One thing I will point out is that you're taking advantage of one of the physical characteristics tiles have that potions don't (namely, that there are pieces to put back together afterward), citing the "may be slightly more useful in certain situations" clause, but ignoring one of the physical characteristics that oils have that tiles don't (that they can be smeared on an item). If you're going to dig in deep and apply the really fiddly bits like that, I think it's fair to call you on them and say that the tile trick probably works on potion-tiles but not on oil-tiles, since an item can't break an oil-tile. It's all what you can get your table to agree to, I guess, but you're being kind of selective about what changes when you turn a potion/oil into a tile.

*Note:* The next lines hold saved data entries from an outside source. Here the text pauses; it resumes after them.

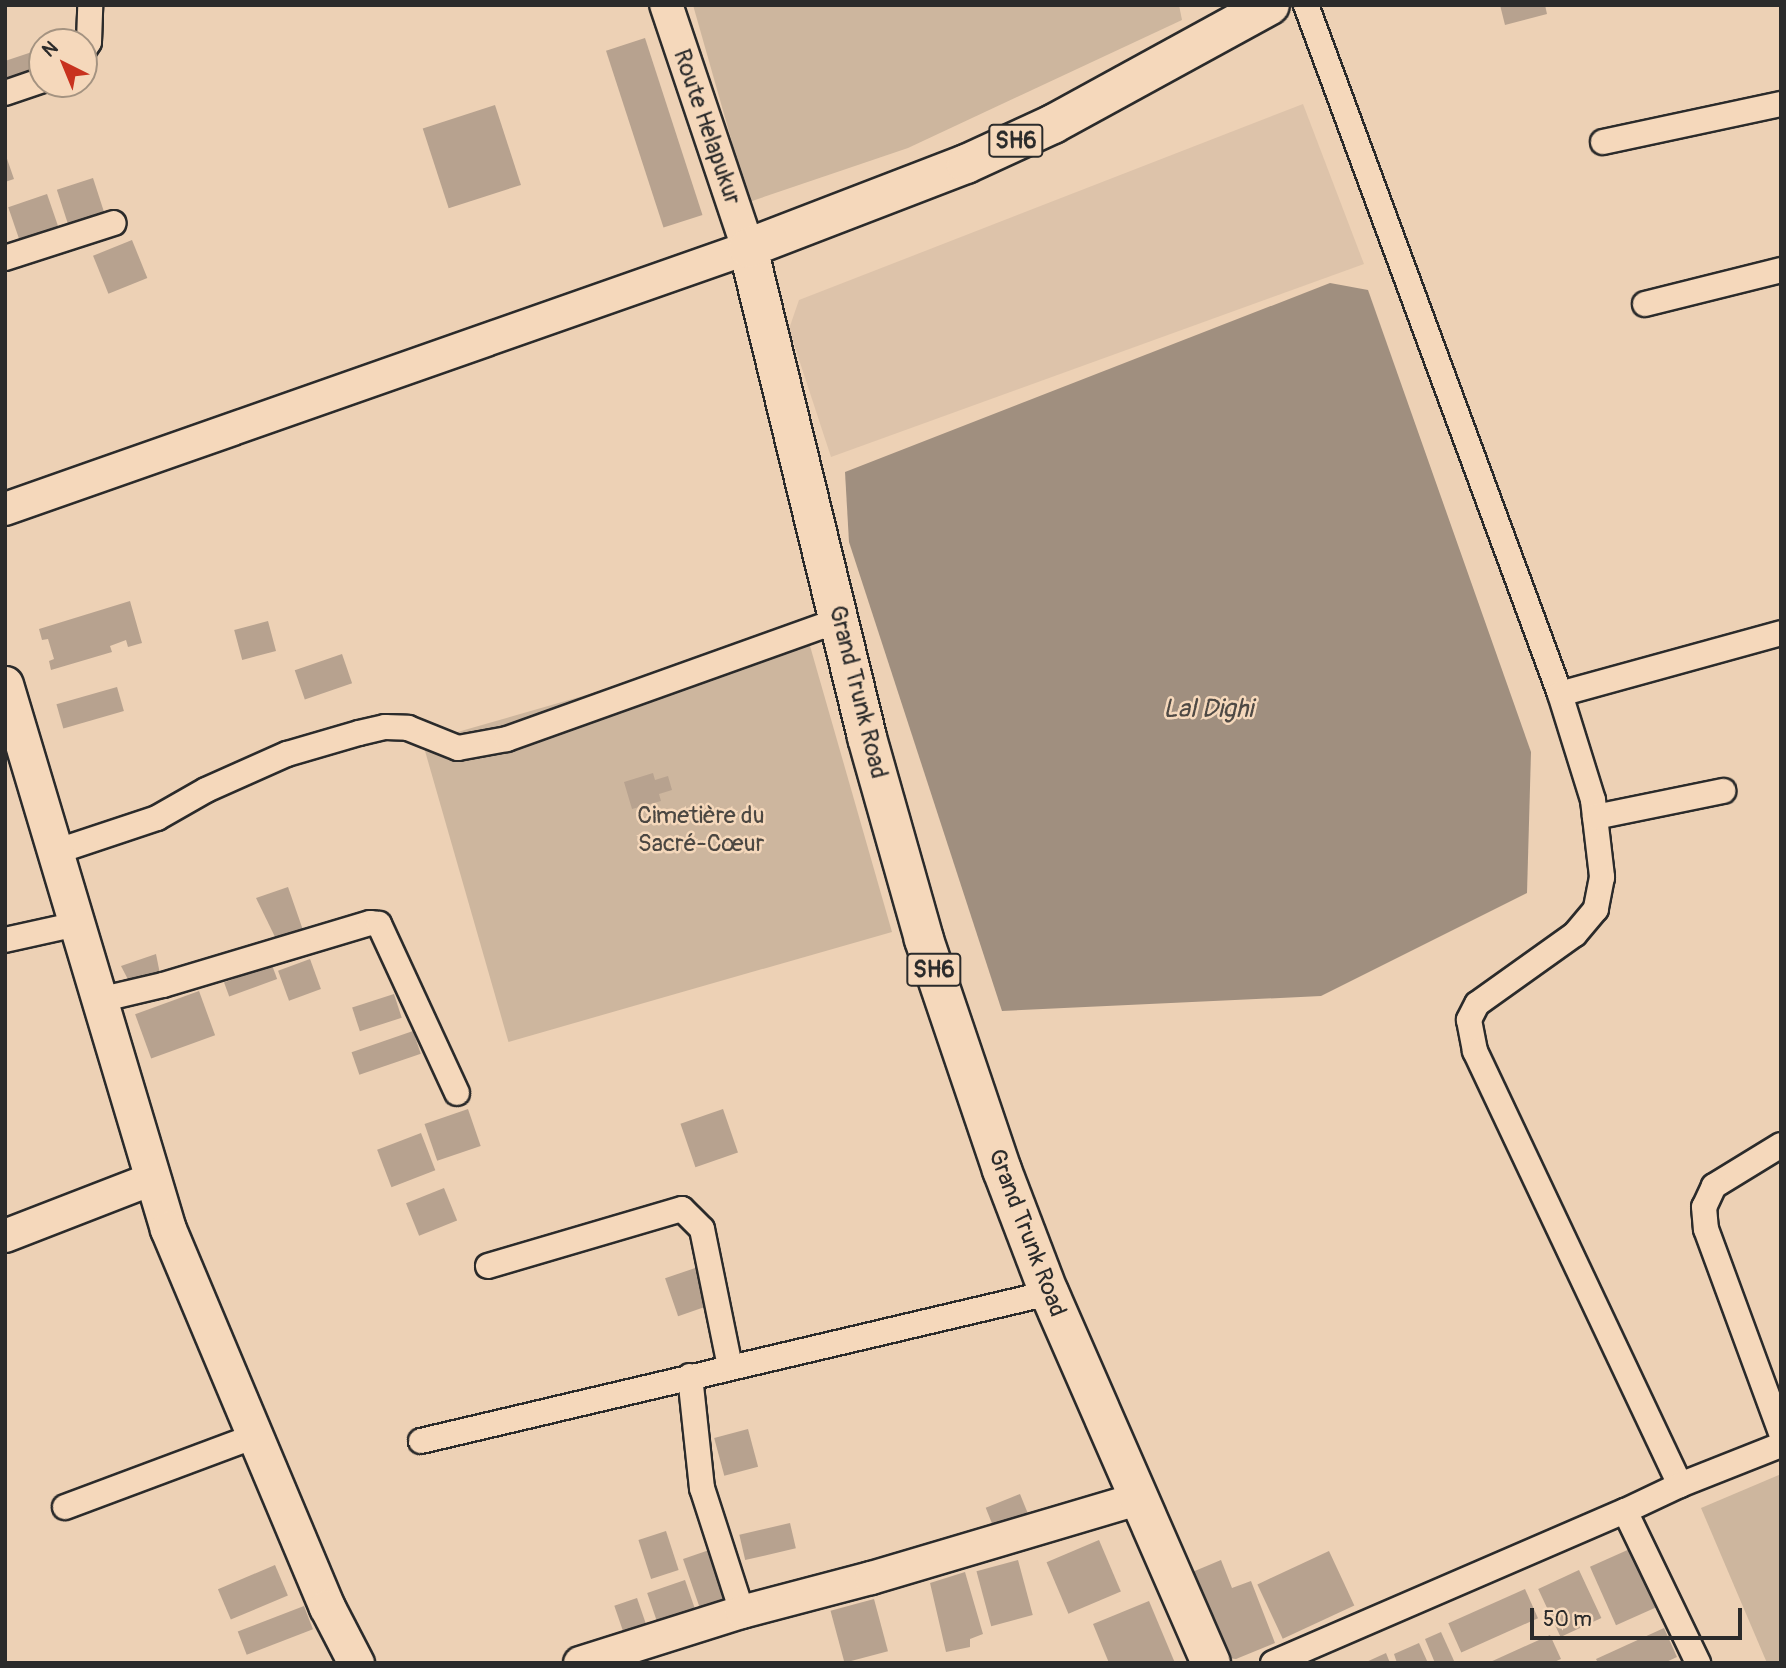 <!DOCTYPE html>
<meta charset="utf-8">
<style>
body{margin:0}
#map{position:relative;width:1786px;height:1668px;overflow:hidden;background:#edd1b5;font-family:Pangolin,sans-serif}
div>[style]{position:absolute}
.built>*{inset:0;background:#ddc3aa}
.green>*{inset:0;background:#cdb69e;transform-origin:0 0}
.water>*{inset:0;background:#a08f7f}
.building>*{inset:0;background:#b7a28f;transform-origin:0 0}
.roads{filter:drop-shadow(2px 0 #2b2b2b) drop-shadow(-2px 0 #2b2b2b) drop-shadow(0 2px #2b2b2b) drop-shadow(0 -2px #2b2b2b)}
.minor>*{height:24px;margin:-12px;padding:0 12px;transform-origin:12px;border-radius:12px;background:#f5d8bb}
.tertiary>*{height:32px;margin:-16px;padding:0 16px;transform-origin:16px;border-radius:16px;background:#f5d8bb}
.secondary>*{height:35px;margin:-17.5px;padding:0 17.5px;transform-origin:17.5px;border-radius:17.5px;background:#f5d8bb}
.primary>*{height:38px;margin:-19px;padding:0 19px;transform-origin:19px;border-radius:19px;background:#f5d8bb}
span{translate:-50% -50%;white-space:nowrap;text-align:center;line-height:1.15;-webkit-text-stroke:5px #f5d8bb;paint-order:stroke}
.shield-label span{padding:2px 5px;background:#f5d8bb;border:2px solid;border-radius:5px;-webkit-text-stroke-width:0}
.shield-label{font-size:23px;color:#2b2b2b;font-weight:700}
.street-label{font-size:24px;color:#2b2b2b}
.park-label{font-size:24px;color:#4b4742}
.water-label{font-size:26px;color:#4e4944;font-style:italic}
.frame{position:absolute;inset:0;border:7px solid #2b2b2b;pointer-events:none}
.north{position:absolute;left:28px;top:28px;width:70px;height:70px;box-sizing:border-box;background:#f5d8bb;border:2px solid #a49381;border-radius:50%;rotate:317deg;font-size:19px;font-weight:700;line-height:28px;text-align:center;color:#2b2b2b}
.north::after{content:'';display:block;margin:auto;width:24px;height:32px;background:#c8321e;clip-path:polygon(50% 0,100% 100%,50% 72%,0 100%)}
.scale{position:absolute;left:1530px;top:1608px;width:212px;height:32px;box-sizing:border-box;border:4px solid #2b2b2b;border-top:0;padding-left:9px;font-size:21px;line-height:24px;white-space:nowrap;color:#2b2b2b;-webkit-text-stroke:5px #f5d8bb;paint-order:stroke}
</style>
<div id="map">
<div class="built">
<div style="clip-path:polygon(1303px 104px,1364px 264px,831px 457px,789px 329px,799px 300px)"></div>
</div>
<div class="green">
<div style="clip-path:polygon(693px 5px,1179px 5px,1182px 20px,908px 148px,749px 202px)"></div>
<div style="left:806px;top:632px;width:312px;height:399px;rotate:74deg"></div>
<div style="clip-path:polygon(1781px 1474px,1781px 1663px,1767px 1663px,1701px 1508px)"></div>
</div>
<div class="water">
<div style="clip-path:polygon(1330px 283px,1368px 290px,1531px 752px,1527px 893px,1321px 996px,1002px 1011px,849px 542px,845px 472px)"></div>
</div>
<div class="building">
<div style="clip-path:polygon(1500px 5px,1545px 5px,1547px 14px,1505px 25px)"></div>
<div style="left:645px;top:38px;width:186px;height:41px;rotate:72deg"></div>
<div style="clip-path:polygon(35px 51px,42px 71px,5px 89px,5px 61px)"></div>
<div style="left:495px;top:105px;width:84px;height:76px;rotate:72deg"></div>
<div style="clip-path:polygon(5px 153px,14px 179px,5px 182px)"></div>
<div style="left:93px;top:178px;width:42px;height:38px;rotate:72deg"></div>
<div style="left:47px;top:194px;width:40px;height:41px;rotate:71deg"></div>
<div style="left:132px;top:240px;width:41px;height:42px;rotate:68deg"></div>
<div style="clip-path:polygon(130px 601px,142px 643px,128px 647px,126px 640px,110px 646px,112px 652px,51px 670px,49px 661px,54px 659px,48px 639px,42px 640px,39px 629px)"></div>
<div style="left:268px;top:621px;width:31px;height:35px;rotate:75deg"></div>
<div style="left:342px;top:654px;width:31px;height:50px;rotate:71deg"></div>
<div style="left:117px;top:687px;width:25px;height:63px;rotate:74deg"></div>
<div style="clip-path:polygon(653px 773px,655px 780px,668px 776px,672px 790px,659px 794px,661px 801px,632px 809px,624px 782px)"></div>
<div style="clip-path:polygon(288px 887px,304px 933px,277px 941px,256px 898px)"></div>
<div style="clip-path:polygon(156px 954px,161px 979px,133px 989px,121px 966px)"></div>
<div style="left:310px;top:959px;width:32px;height:34px;rotate:70deg"></div>
<div style="left:272px;top:965px;width:15px;height:51px;rotate:70deg"></div>
<div style="left:199px;top:991px;width:47px;height:68px;rotate:70deg"></div>
<div style="left:394px;top:994px;width:25px;height:44px;rotate:72deg"></div>
<div style="left:413px;top:1031px;width:24px;height:65px;rotate:71deg"></div>
<div style="left:468px;top:1109px;width:39px;height:46px;rotate:71deg"></div>
<div style="left:723px;top:1109px;width:46px;height:45px;rotate:71deg"></div>
<div style="left:421px;top:1133px;width:40px;height:47px;rotate:69deg"></div>
<div style="left:444px;top:1188px;width:35px;height:41px;rotate:68deg"></div>
<div style="left:701px;top:1266px;width:40px;height:38px;rotate:71deg"></div>
<div style="left:748px;top:1429px;width:39px;height:35px;rotate:75deg"></div>
<div style="left:1020px;top:1494px;width:32px;height:37px;rotate:68deg"></div>
<div style="left:790px;top:1523px;width:26px;height:52px;rotate:77deg"></div>
<div style="left:666px;top:1531px;width:41px;height:29px;rotate:72deg"></div>
<div style="left:1099px;top:1540px;width:56px;height:57px;rotate:67deg"></div>
<div style="left:718px;top:1547px;width:58px;height:37px;rotate:71deg"></div>
<div style="left:1632px;top:1548px;width:64px;height:46px;rotate:66deg"></div>
<div style="left:1329px;top:1551px;width:60px;height:79px;rotate:65deg"></div>
<div style="left:1018px;top:1560px;width:57px;height:43px;rotate:75deg"></div>
<div style="clip-path:polygon(1221px 1560px,1232px 1588px,1251px 1581px,1275px 1643px,1236px 1659px,1227px 1658px,1190px 1573px)"></div>
<div style="left:275px;top:1565px;width:33px;height:62px;rotate:67deg"></div>
<div style="left:1579px;top:1570px;width:53px;height:45px;rotate:65deg"></div>
<div style="clip-path:polygon(965px 1572px,983px 1634px,970px 1639px,970px 1647px,946px 1652px,930px 1583px)"></div>
<div style="left:685px;top:1580px;width:46px;height:40px;rotate:71deg"></div>
<div style="left:1525px;top:1589px;width:32px;height:84px;rotate:66deg"></div>
<div style="left:637px;top:1598px;width:42px;height:24px;rotate:71deg"></div>
<div style="left:874px;top:1599px;width:54px;height:45px;rotate:75deg"></div>
<div style="clip-path:polygon(1149px 1601px,1175px 1663px,1109px 1663px,1093px 1624px)"></div>
<div style="left:304px;top:1606px;width:25px;height:71px;rotate:69deg"></div>
<div style="clip-path:polygon(1664px 1628px,1677px 1657px,1664px 1663px,1598px 1663px,1596px 1659px)"></div>
<div style="clip-path:polygon(1441px 1632px,1455px 1663px,1435px 1663px,1425px 1639px)"></div>
<div style="clip-path:polygon(1550px 1635px,1561px 1659px,1552px 1663px,1488px 1663px)"></div>
<div style="clip-path:polygon(1419px 1643px,1428px 1663px,1397px 1663px,1394px 1654px)"></div>
<div style="clip-path:polygon(1386px 1653px,1390px 1663px,1364px 1663px)"></div>
</div>
<div class="roads">
<div class="minor">
<div style="left:1306px;top:5px;width:734px;rotate:69.76deg"></div>
<div style="left:1560px;top:694px;width:111px;rotate:72.7deg"></div>
<div style="left:1593px;top:800px;width:78px;rotate:83.3deg"></div>
<div style="left:1602px;top:877px;width:33px;rotate:101deg"></div>
<div style="left:1596px;top:909px;width:33px;rotate:130deg"></div>
<div style="left:1575px;top:934px;width:120px;rotate:144.5deg"></div>
<div style="left:1477px;top:1004px;width:18px;rotate:117deg"></div>
<div style="left:1469px;top:1020px;width:32px;rotate:79deg"></div>
<div style="left:1475px;top:1051px;width:480px;rotate:64.7deg"></div>
<div style="left:84px;top:50px;width:9px;rotate:-58deg"></div>
<div style="left:89px;top:42px;width:37px;rotate:-88deg"></div>
<div style="left:5px;top:93px;width:39px;rotate:-19deg"></div>
<div style="left:1603px;top:142px;width:182px;rotate:-12.1deg"></div>
<div style="left:5px;top:258px;width:114px;rotate:-17.8deg"></div>
<div style="left:1645px;top:304px;width:140px;rotate:-14deg"></div>
<div style="left:1560px;top:694px;width:229px;rotate:-15.4deg"></div>
<div style="left:1595px;top:817px;width:131px;rotate:-11.5deg"></div>
<div style="left:55px;top:852px;width:108px;rotate:-18.4deg"></div>
<div style="left:157px;top:818px;width:56px;rotate:-29.7deg"></div>
<div style="left:206px;top:790px;width:89px;rotate:-24deg"></div>
<div style="left:287px;top:754px;width:75px;rotate:-16.3deg"></div>
<div style="left:359px;top:733px;width:27px;rotate:-13deg"></div>
<div style="left:385px;top:727px;width:23px;rotate:2deg"></div>
<div style="left:408px;top:728px;width:54px;rotate:21.8deg"></div>
<div style="left:458px;top:748px;width:50px;rotate:-10.4deg"></div>
<div style="left:507px;top:739px;width:354px;rotate:-19.7deg"></div>
<div style="left:5px;top:940px;width:74px;rotate:-12.5deg"></div>
<div style="left:99px;top:1000px;width:66px;rotate:-13.2deg"></div>
<div style="left:163px;top:985px;width:216px;rotate:-16.7deg"></div>
<div style="left:370px;top:923px;width:9px;rotate:6deg"></div>
<div style="left:379px;top:924px;width:186px;rotate:65.2deg"></div>
<div style="left:1781px;top:1145px;width:79px;rotate:148.5deg"></div>
<div style="left:1714px;top:1186px;width:23px;rotate:115deg"></div>
<div style="left:1704px;top:1207px;width:22px;rotate:85deg"></div>
<div style="left:1706px;top:1229px;width:217px;rotate:69.8deg"></div>
<div style="left:488px;top:1266px;width:202px;rotate:-16.4deg"></div>
<div style="left:682px;top:1209px;width:28px;rotate:45deg"></div>
<div style="left:702px;top:1229px;width:141px;rotate:78.5deg"></div>
<div style="left:690px;top:1376px;width:113px;rotate:83.9deg"></div>
<div style="left:702px;top:1488px;width:130px;rotate:72.1deg"></div>
<div style="left:421px;top:1441px;width:645px;rotate:-13.26deg"></div>
<div style="left:65px;top:1507px;width:203px;rotate:-20.5deg"></div>
<div style="left:1625px;top:1511px;width:169px;rotate:64.3deg"></div>
<div style="left:1273px;top:1663px;width:383px;rotate:-23.4deg"></div>
<div style="left:1625px;top:1511px;width:61px;rotate:-25.3deg"></div>
<div style="left:1680px;top:1485px;width:109px;rotate:-21.6deg"></div>
</div>
<div class="tertiary">
<div style="left:5px;top:509px;width:788px;rotate:-19.36deg"></div>
<div style="left:748px;top:248px;width:256px;rotate:-108.6deg"></div>
<div style="left:5px;top:1236px;width:158px;rotate:-21.2deg"></div>
<div style="left:580px;top:1663px;width:170px;rotate:-17.5deg"></div>
<div style="left:742px;top:1612px;width:133px;rotate:-14.8deg"></div>
<div style="left:871px;top:1578px;width:277px;rotate:-16.5deg"></div>
</div>
<div class="secondary">
<div style="left:5px;top:684px;width:569px;rotate:73.35deg"></div>
<div style="left:168px;top:1229px;width:410px;rotate:67.2deg"></div>
<div style="left:327px;top:1607px;width:63px;rotate:62.6deg"></div>
</div>
<div class="primary">
<div style="left:1211px;top:1663px;width:404px;rotate:-113.6deg"></div>
<div style="left:1049px;top:1293px;width:132px;rotate:-110.9deg"></div>
<div style="left:1002px;top:1170px;width:244px;rotate:-108.7deg"></div>
<div style="left:924px;top:939px;width:210px;rotate:-105.8deg"></div>
<div style="left:867px;top:737px;width:503px;rotate:-103.68deg"></div>
<div style="left:748px;top:248px;width:234px;rotate:-21.1deg"></div>
<div style="left:966px;top:164px;width:96px;rotate:-24.7deg"></div>
<div style="left:1053px;top:124px;width:247px;rotate:-28.7deg"></div>
</div>
</div>
<div class="shield-label">
<span style="left:1016px;top:141px">SH6</span>
<span style="left:934px;top:970px">SH6</span>
</div>
<div class="street-label">
<span style="left:707px;top:127px;rotate:71deg">Route Helapukur</span>
<span style="left:858px;top:692px;rotate:76deg">Grand Trunk Road</span>
<span style="left:1027px;top:1233px;rotate:69deg">Grand Trunk Road</span>
</div>
<div class="park-label">
<span style="left:701px;top:830px">Cimetière du<br>Sacré-Cœur</span>
</div>
<div class="water-label">
<span style="left:1208px;top:710px">Lal Dighi</span>
</div>
<div class="frame"></div>
<div class="north">N</div>
<div class="scale">50 m</div>
</div>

hm, I guess you might be right. Have to ask my DM about that.


You're not the first one to bring up these tricks, Aharon, and while I see where you're coming from, I think that they're just tricks, nothing more. (Besides, if a class requires you to do THIS much rules-lawyering to be playable, along with requesting items from high-leveled members of two separate prestige classes from two separate campaign settings... yeah. Doesn't really say much in the Truenamer's favor.)

Well, I haven't seen these tricks put in consistent form, like a handbook or something. Might have to write that :smallbiggrin:
As long as they work (and I obviously believe they do), so what? Rogues aren't easy to build, either, nor are non-Tashalatora monks. The game has many classes where you have to do a lot of book-dipping (i.e. Rogues worth far more with Craven from Champions of Valor, Monks being worth more with Greater Mighty Wallop).
And he doesn't rely on these items. They make him stronger, but I believe I could build an effective truenamer using nothing but 1st to 3rd level tiles. They are really cheap, after all - even if you buy them at a high caster level. Example: Greater Magic Weapon for +5 enhancement bonus costs 3000 gp, so does Magic Vestments (these examples rely on oil-tiles, though).